**LISTED RECORDS:**
========================================

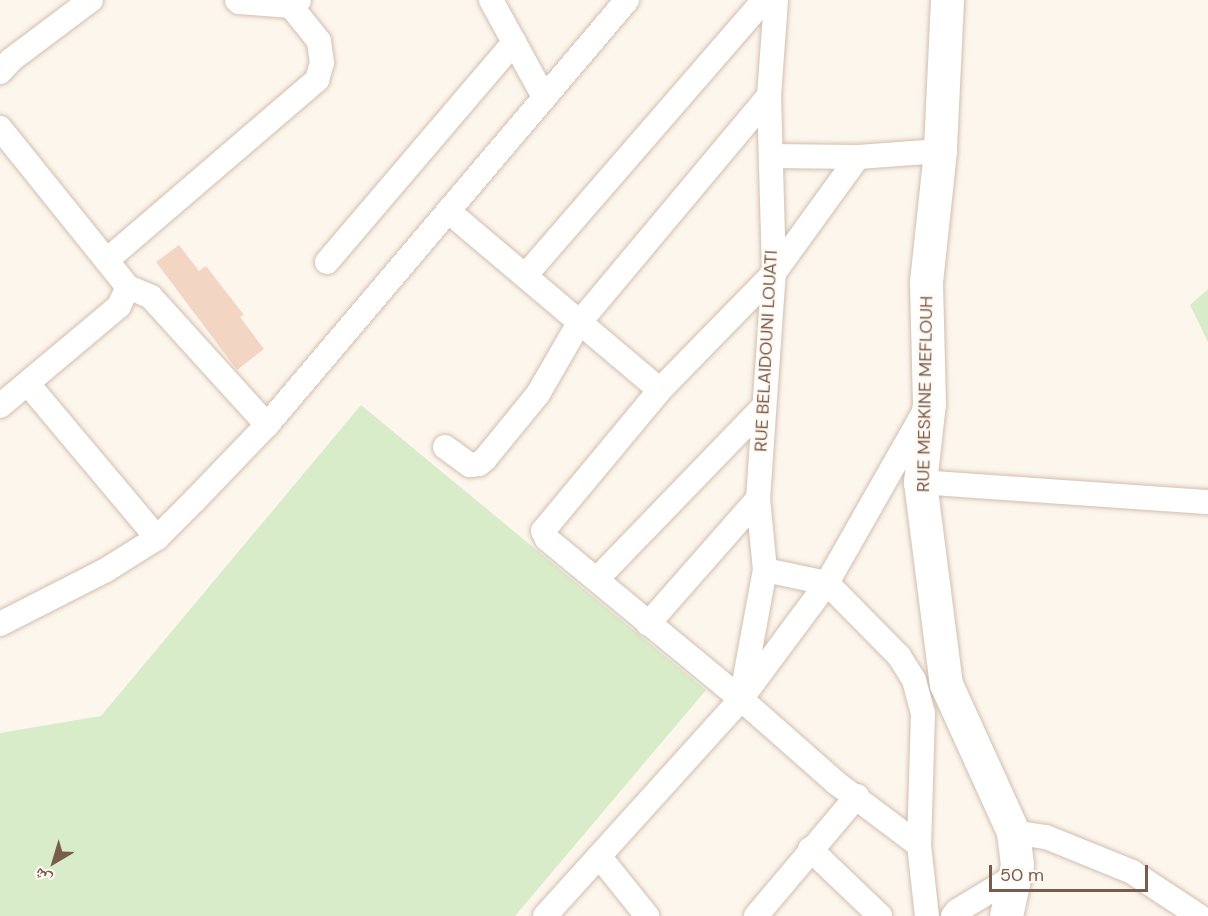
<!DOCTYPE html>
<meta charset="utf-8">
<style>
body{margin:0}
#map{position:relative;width:1208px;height:916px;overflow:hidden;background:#fdf6ec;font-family:"DM Sans","Noto Naskh Arabic",sans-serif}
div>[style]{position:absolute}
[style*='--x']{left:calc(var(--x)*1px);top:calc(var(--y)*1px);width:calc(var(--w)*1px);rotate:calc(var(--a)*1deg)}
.green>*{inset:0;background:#d8ecc9}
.building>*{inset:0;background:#f3d5c3}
.roads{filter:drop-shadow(0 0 2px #d1beb0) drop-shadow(0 0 2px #d1beb0)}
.street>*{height:24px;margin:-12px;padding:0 12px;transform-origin:12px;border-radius:12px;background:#fff}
.secondary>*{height:33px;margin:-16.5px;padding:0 16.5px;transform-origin:16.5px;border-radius:16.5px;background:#fff}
span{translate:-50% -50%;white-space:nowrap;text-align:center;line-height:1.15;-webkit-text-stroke:4.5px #fffaf3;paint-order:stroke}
.street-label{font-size:18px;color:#7a5c4d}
.north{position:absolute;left:24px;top:832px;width:60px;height:60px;-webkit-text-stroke:4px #fffaf3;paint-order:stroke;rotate:218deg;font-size:16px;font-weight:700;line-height:24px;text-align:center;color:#7a5c4d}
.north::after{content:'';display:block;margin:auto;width:21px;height:27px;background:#7a5c4d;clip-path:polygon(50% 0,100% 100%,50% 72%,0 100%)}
.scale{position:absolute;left:989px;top:865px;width:159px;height:27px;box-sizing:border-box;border:3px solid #7a5c4d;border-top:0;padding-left:8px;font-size:18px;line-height:21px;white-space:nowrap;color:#7a5c4d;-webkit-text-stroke:4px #fffaf3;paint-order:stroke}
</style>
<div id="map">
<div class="green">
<div style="clip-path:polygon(1208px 289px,1208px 342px,1190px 305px)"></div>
<div style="clip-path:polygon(361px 405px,706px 690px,515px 916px,0 916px,0 733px,101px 716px)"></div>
</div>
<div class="building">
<div style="clip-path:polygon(179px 245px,199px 271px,206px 266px,244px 315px,240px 317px,264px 349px,237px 370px,156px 262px)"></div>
</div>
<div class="roads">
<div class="street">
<div style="--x:237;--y:0;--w:3;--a:45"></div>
<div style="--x:239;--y:2;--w:52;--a:4.4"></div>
<div style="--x:491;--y:0;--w:111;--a:61.3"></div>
<div style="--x:0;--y:72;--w:16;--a:-47"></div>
<div style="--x:11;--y:60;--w:100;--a:-36.9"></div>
<div style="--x:0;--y:128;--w:204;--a:51.2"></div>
<div style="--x:128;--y:287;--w:25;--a:23"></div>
<div style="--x:151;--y:297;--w:173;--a:47.8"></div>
<div style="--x:771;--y:156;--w:87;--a:0.7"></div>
<div style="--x:858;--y:157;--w:82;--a:-4.2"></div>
<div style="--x:858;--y:157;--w:143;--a:125.9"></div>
<div style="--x:774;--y:273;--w:163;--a:134.3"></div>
<div style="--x:660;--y:390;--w:183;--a:129.7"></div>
<div style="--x:543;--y:531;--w:9;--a:63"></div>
<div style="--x:547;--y:539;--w:251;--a:39.5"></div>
<div style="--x:741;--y:699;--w:125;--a:41.4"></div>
<div style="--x:835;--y:782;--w:105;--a:36.9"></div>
<div style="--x:448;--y:211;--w:277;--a:40.2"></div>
<div style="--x:107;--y:260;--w:277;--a:-40.6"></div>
<div style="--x:317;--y:80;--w:18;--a:-74"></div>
<div style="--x:322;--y:63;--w:22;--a:-98"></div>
<div style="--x:319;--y:41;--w:45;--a:-128.7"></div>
<div style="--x:291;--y:6;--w:10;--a:-37"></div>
<div style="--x:327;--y:262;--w:289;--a:-49.6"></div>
<div style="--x:525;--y:276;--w:365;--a:-49.1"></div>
<div style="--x:28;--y:384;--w:201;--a:50"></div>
<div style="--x:0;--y:406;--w:155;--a:-40"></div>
<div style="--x:119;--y:306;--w:21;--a:-65"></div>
<div style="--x:445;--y:447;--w:31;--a:36"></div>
<div style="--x:470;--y:465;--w:9;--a:-6"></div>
<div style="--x:479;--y:464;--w:8;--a:-40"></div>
<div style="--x:485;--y:459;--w:84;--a:-50.8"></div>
<div style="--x:538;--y:394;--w:82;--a:-60"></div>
<div style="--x:579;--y:323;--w:296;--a:-50.1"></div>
<div style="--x:920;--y:482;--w:289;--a:4"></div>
<div style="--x:765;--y:570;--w:63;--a:11.8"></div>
<div style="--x:827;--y:583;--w:103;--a:45.4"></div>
<div style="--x:899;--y:656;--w:28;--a:58"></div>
<div style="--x:914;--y:680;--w:34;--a:75"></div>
<div style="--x:923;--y:713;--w:132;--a:91.7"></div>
<div style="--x:919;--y:845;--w:71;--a:83.6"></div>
<div style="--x:597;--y:579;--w:238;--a:-46"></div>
<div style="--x:0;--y:624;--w:119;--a:-27"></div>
<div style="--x:106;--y:570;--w:60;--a:-32.1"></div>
<div style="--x:157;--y:538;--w:54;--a:-45"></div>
<div style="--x:195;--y:500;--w:104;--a:-46.2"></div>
<div style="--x:267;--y:425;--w:557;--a:-49.73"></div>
<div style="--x:648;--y:624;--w:167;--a:-48.7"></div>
<div style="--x:741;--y:699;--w:131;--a:-79.5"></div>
<div style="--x:765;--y:570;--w:71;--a:-95.6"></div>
<div style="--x:758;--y:499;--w:227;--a:-86"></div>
<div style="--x:774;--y:273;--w:177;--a:-91.6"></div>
<div style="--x:769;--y:96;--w:96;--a:-85.8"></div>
<div style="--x:1013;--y:832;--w:33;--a:9"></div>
<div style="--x:1046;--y:837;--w:93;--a:22.1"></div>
<div style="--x:1132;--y:872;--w:80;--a:33.3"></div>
<div style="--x:810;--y:849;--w:97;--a:43.7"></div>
<div style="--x:599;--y:856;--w:77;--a:51.3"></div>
<div style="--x:545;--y:916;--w:292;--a:-47.9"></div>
<div style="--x:741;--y:699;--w:144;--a:-53.4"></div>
<div style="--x:827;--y:583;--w:197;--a:-60.4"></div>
<div style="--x:756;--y:916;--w:157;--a:-49.9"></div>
<div style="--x:953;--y:916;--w:6;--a:-51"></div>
<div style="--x:957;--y:911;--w:68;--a:-31.1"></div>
</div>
<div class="secondary">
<div style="--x:947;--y:0;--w:151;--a:92.7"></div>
<div style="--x:940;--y:151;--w:132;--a:96.1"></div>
<div style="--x:926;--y:282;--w:121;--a:88.6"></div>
<div style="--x:929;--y:403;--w:80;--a:96.5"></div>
<div style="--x:920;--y:482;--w:204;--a:82.7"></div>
<div style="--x:946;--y:684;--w:162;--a:65.6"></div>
<div style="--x:1013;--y:832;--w:33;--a:83"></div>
<div style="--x:1017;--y:865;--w:52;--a:102.2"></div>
</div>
</div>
<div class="street-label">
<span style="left:766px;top:351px;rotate:-87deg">RUE BELAIDOUNI LOUATI</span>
<span style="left:925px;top:394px;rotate:-89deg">RUE MESKINE MEFLOUH</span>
</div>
<div class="north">ش</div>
<div class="scale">50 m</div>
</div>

========================================

**EXERCISE GOAL:** Word for word and without pictures, please write out only the lines from the start of the entries through the line containing "2px #d1beb0) drop-shadow(0", both included.

**RESULT OF THIS TASK:**
<!DOCTYPE html>
<meta charset="utf-8">
<style>
body{margin:0}
#map{position:relative;width:1208px;height:916px;overflow:hidden;background:#fdf6ec;font-family:"DM Sans","Noto Naskh Arabic",sans-serif}
div>[style]{position:absolute}
[style*='--x']{left:calc(var(--x)*1px);top:calc(var(--y)*1px);width:calc(var(--w)*1px);rotate:calc(var(--a)*1deg)}
.green>*{inset:0;background:#d8ecc9}
.building>*{inset:0;background:#f3d5c3}
.roads{filter:drop-shadow(0 0 2px #d1beb0) drop-shadow(0 0 2px #d1beb0)}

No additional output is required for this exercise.